Log when GetNewOidWithIndex() fails to find unused OID many times.

MasaoFujii · MasaoFujii · commit 7fbcee1b2d5f · 2021-03-24T10:36:56.000+09:00
GetNewOidWithIndex() generates a new OID one by one until it finds one not in the relation. If there are very long runs of consecutive existing OIDs, GetNewOidWithIndex() needs to iterate many times in the loop to find unused OID. Since TOAST table can have a large number of entries and there can be such long runs of OIDs, there is the case where it takes so many iterations to find new OID not in TOAST table. Furthermore if all (i.e., 2^32) OIDs are already used, GetNewOidWithIndex() enters something like busy loop and repeats the iterations until at least one OID is marked as unused. There are some reported troubles caused by a large number of iterations in GetNewOidWithIndex(). For example, when inserting a billion of records into the table, all the backends doing that insertion operation got hang with 100% CPU usage at some point. Previously there was no easy way to detect that GetNewOidWithIndex() failed to find unused OID many times. So, for example, gdb full backtrace of hanged backends needed to be taken, in order to investigate that trouble. This is inconvenient and may not be available in some production environments. To provide easy way for that, this commit makes GetNewOidWithIndex() log that it iterates more than GETNEWOID_LOG_THRESHOLD but have not yet found OID unused in the relation. Also this commit makes it repeat logging with exponentially increasing intervals until it iterates more than GETNEWOID_LOG_MAX_INTERVAL, and makes it finally repeat logging every GETNEWOID_LOG_MAX_INTERVAL unless an unused OID is found. Those macro variables are used not to fill up the server log with the similar messages. In the discusion at pgsql-hackers, there was another idea to report the lots of iterations in GetNewOidWithIndex() via wait event. But since GetNewOidWithIndex() traverses indexes to find unused OID and which will do I/O, acquire locks, etc, which will overwrite the wait event and reset it to nothing once done. So that idea doesn't work well, and we didn't adopt it. Author: Tomohiro Hiramitsu Reviewed-by: Tatsuhito Kasahara, Kyotaro Horiguchi, Tom Lane, Fujii Masao Discussion: https://postgr.es/m/16722-93043fb459a41073@postgresql.org
diff --git a/src/backend/catalog/catalog.c b/src/backend/catalog/catalog.c
@@ -47,6 +47,13 @@
 #include "utils/snapmgr.h"
 #include "utils/syscache.h"
 
+/*
+ * Parameters to determine when to emit a log message in
+ * GetNewOidWithIndex()
+ */
+#define GETNEWOID_LOG_THRESHOLD 1000000
+#define GETNEWOID_LOG_MAX_INTERVAL 128000000
+
 /*
  * IsSystemRelation
  *		True iff the relation is either a system catalog or a toast table.

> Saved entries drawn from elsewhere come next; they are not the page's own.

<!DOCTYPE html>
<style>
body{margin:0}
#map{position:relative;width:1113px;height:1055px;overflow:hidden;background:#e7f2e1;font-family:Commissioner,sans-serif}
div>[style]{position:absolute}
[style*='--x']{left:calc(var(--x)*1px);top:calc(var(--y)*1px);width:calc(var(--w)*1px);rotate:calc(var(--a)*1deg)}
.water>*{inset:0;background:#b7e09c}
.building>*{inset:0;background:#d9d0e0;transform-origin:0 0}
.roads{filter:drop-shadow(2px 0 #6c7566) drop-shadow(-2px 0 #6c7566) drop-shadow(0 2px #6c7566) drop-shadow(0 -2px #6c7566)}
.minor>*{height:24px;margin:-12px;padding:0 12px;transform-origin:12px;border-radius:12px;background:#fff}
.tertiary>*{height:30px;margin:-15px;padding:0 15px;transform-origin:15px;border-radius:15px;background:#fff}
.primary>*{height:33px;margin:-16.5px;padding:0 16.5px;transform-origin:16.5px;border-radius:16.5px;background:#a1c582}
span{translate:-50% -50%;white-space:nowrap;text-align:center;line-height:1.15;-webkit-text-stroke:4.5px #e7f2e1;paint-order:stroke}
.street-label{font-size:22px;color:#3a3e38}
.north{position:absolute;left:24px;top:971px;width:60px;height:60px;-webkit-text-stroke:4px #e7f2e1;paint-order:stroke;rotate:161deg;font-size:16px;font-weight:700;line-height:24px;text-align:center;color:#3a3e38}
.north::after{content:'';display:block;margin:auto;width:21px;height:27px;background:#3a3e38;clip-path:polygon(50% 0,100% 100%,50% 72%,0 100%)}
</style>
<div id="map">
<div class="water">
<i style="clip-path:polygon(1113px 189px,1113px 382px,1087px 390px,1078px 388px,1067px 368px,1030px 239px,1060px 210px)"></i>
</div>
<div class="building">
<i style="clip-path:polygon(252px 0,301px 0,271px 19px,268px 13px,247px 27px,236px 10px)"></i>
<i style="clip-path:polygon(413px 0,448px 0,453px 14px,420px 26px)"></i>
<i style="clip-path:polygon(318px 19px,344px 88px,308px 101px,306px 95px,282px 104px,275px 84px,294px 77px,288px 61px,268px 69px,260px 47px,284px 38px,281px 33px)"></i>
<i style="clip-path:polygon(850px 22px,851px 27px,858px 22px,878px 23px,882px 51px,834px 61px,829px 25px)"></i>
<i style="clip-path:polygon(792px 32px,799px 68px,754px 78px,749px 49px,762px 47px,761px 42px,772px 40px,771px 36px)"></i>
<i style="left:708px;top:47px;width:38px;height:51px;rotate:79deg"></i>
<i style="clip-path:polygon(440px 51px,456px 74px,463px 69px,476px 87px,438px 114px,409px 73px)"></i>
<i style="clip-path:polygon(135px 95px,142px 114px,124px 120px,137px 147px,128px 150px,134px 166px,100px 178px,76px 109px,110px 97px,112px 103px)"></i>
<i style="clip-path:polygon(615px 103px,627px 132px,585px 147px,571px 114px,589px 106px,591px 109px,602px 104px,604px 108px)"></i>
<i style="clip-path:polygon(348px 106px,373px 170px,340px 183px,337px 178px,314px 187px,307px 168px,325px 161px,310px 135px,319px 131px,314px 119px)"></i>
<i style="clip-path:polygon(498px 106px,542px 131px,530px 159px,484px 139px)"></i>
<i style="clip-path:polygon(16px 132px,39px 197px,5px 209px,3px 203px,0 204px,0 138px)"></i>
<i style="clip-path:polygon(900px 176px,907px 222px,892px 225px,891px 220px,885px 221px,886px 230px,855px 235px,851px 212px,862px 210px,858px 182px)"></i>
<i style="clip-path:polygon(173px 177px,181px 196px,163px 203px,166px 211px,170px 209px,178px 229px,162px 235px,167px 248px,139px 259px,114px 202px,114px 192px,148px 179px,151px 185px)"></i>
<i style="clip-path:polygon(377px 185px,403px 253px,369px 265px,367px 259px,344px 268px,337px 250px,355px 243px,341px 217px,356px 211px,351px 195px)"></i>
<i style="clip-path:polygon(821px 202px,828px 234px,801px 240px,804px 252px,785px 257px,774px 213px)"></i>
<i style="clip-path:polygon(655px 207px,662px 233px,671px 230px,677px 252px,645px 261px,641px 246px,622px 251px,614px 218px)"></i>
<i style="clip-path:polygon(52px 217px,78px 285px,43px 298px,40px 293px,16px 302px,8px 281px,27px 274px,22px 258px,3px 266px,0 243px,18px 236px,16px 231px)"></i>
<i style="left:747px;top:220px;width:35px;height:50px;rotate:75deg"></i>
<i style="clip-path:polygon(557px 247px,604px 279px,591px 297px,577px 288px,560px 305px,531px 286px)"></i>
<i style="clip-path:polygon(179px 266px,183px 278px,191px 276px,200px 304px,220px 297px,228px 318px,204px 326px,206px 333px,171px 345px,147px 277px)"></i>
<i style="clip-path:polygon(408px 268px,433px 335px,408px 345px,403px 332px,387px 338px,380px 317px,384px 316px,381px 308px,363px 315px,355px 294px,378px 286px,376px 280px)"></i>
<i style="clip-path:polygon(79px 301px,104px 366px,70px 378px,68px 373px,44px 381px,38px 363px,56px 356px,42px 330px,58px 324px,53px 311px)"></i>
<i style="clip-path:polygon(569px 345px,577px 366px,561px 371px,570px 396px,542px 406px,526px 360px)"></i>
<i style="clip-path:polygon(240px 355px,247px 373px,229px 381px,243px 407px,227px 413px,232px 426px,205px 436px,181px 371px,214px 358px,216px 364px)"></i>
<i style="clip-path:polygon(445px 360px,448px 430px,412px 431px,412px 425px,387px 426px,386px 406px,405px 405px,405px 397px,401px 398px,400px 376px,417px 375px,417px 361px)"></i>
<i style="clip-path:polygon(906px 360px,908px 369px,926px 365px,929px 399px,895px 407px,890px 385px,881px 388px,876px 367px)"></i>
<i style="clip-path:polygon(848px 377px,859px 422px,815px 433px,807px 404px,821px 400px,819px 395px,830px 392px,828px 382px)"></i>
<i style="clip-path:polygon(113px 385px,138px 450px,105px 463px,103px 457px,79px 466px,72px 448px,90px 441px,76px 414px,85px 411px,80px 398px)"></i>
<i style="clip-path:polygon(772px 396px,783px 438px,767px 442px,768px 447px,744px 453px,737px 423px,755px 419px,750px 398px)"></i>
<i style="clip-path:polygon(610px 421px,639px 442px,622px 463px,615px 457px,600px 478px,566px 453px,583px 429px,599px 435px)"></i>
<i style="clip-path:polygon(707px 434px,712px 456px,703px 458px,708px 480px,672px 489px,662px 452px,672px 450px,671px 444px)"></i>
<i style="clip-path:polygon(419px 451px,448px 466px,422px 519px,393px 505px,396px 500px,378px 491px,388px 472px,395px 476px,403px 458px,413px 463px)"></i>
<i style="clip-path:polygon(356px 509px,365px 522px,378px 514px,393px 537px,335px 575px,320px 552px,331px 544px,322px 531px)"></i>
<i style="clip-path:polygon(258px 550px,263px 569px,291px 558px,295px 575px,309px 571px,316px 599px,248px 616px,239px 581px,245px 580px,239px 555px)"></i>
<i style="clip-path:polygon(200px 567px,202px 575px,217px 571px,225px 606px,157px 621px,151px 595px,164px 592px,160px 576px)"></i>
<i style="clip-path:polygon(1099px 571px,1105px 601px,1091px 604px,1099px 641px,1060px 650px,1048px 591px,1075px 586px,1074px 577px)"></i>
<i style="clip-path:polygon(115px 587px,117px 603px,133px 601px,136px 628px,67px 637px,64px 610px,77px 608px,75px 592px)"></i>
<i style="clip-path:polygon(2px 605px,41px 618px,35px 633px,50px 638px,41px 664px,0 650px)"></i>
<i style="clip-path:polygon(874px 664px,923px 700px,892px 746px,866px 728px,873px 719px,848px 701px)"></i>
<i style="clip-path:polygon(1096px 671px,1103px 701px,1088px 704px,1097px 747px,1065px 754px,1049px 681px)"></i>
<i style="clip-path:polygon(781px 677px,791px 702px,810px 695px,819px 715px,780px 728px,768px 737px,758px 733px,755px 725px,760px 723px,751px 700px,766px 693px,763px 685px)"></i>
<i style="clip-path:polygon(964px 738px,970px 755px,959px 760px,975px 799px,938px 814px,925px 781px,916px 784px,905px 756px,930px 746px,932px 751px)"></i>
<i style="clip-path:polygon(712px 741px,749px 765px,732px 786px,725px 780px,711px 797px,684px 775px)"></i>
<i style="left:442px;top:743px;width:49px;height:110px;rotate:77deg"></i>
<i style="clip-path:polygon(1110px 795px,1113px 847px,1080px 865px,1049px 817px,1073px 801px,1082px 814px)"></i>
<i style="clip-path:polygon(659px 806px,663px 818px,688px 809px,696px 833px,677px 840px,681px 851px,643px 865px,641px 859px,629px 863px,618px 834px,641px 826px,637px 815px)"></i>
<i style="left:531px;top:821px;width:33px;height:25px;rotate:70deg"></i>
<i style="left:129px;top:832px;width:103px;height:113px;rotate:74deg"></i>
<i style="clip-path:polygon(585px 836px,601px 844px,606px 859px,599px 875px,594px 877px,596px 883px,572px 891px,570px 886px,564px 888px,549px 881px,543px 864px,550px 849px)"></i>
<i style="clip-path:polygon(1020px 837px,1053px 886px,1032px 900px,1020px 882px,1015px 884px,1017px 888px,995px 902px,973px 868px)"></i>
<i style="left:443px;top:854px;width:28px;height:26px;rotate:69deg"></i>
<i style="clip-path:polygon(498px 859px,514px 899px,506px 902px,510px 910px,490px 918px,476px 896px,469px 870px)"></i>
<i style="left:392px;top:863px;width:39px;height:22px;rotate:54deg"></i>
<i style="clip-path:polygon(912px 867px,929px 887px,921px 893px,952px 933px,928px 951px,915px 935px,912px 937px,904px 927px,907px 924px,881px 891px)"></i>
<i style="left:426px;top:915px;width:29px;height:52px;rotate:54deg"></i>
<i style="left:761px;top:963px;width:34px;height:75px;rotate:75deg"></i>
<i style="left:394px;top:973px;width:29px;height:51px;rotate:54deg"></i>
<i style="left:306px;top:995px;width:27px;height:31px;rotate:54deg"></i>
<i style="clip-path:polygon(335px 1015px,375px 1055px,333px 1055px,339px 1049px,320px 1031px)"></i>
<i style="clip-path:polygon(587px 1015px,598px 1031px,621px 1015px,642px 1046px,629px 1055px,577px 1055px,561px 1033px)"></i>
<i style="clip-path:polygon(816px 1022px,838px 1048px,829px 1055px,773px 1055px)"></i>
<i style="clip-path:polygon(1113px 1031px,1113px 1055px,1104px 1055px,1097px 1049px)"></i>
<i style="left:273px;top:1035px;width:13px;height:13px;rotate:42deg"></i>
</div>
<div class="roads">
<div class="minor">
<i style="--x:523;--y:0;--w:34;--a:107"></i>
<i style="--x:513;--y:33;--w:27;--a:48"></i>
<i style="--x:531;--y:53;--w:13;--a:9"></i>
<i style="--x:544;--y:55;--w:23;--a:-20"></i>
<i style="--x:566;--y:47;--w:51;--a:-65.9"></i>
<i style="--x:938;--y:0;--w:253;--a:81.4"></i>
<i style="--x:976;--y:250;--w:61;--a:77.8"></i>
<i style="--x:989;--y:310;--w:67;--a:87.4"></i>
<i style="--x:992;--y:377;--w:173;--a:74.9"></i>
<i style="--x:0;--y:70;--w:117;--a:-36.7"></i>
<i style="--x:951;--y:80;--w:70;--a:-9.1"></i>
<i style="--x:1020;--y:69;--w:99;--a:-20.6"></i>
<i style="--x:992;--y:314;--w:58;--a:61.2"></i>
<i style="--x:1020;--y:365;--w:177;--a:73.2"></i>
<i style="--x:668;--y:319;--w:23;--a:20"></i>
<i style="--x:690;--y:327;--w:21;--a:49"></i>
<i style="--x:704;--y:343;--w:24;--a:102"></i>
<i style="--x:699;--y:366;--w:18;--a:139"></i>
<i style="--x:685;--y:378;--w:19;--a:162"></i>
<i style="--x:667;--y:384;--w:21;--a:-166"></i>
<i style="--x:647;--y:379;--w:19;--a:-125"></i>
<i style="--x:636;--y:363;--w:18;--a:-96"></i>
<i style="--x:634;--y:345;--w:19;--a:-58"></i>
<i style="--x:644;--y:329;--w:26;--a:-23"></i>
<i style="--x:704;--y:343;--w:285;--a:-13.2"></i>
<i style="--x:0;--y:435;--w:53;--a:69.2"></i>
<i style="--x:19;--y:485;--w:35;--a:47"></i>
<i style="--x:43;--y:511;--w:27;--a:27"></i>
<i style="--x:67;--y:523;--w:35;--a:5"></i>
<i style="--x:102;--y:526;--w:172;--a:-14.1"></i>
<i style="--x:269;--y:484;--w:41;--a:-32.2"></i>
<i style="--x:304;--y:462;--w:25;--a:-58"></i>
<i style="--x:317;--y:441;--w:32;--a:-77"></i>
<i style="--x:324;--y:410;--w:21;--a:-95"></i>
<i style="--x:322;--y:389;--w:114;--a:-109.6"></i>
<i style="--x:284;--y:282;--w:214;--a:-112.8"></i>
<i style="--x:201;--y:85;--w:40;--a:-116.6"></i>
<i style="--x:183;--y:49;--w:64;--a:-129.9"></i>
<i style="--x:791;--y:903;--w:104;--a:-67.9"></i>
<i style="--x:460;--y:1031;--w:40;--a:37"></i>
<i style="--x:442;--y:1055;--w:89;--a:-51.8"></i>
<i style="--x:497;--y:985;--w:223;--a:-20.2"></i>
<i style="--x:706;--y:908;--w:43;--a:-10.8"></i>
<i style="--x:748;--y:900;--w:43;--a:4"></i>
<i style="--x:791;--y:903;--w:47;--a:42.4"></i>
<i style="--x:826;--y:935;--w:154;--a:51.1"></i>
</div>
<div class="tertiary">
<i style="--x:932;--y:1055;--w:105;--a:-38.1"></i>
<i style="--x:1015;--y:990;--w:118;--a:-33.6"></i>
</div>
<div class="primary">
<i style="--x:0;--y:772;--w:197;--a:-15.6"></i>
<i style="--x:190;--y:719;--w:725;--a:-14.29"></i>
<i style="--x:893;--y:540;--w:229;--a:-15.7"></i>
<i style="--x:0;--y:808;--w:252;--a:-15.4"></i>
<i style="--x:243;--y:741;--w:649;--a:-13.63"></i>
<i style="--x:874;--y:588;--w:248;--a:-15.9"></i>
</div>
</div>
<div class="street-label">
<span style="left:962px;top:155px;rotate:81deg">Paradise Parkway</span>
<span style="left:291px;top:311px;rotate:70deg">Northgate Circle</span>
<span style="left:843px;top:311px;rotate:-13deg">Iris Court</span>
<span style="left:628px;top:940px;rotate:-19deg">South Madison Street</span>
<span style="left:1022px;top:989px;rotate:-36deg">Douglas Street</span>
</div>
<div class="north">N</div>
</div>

@@ -318,6 +325,8 @@ GetNewOidWithIndex(Relation relation, Oid indexId, AttrNumber oidcolumn)
 	SysScanDesc scan;
 	ScanKeyData key;
 	bool		collides;
+	uint64		retries = 0;
+	uint64		retries_before_log = GETNEWOID_LOG_THRESHOLD;
 
 	/* Only system relations are supported */
 	Assert(IsSystemRelation(relation));
@@ -353,8 +362,48 @@ GetNewOidWithIndex(Relation relation, Oid indexId, AttrNumber oidcolumn)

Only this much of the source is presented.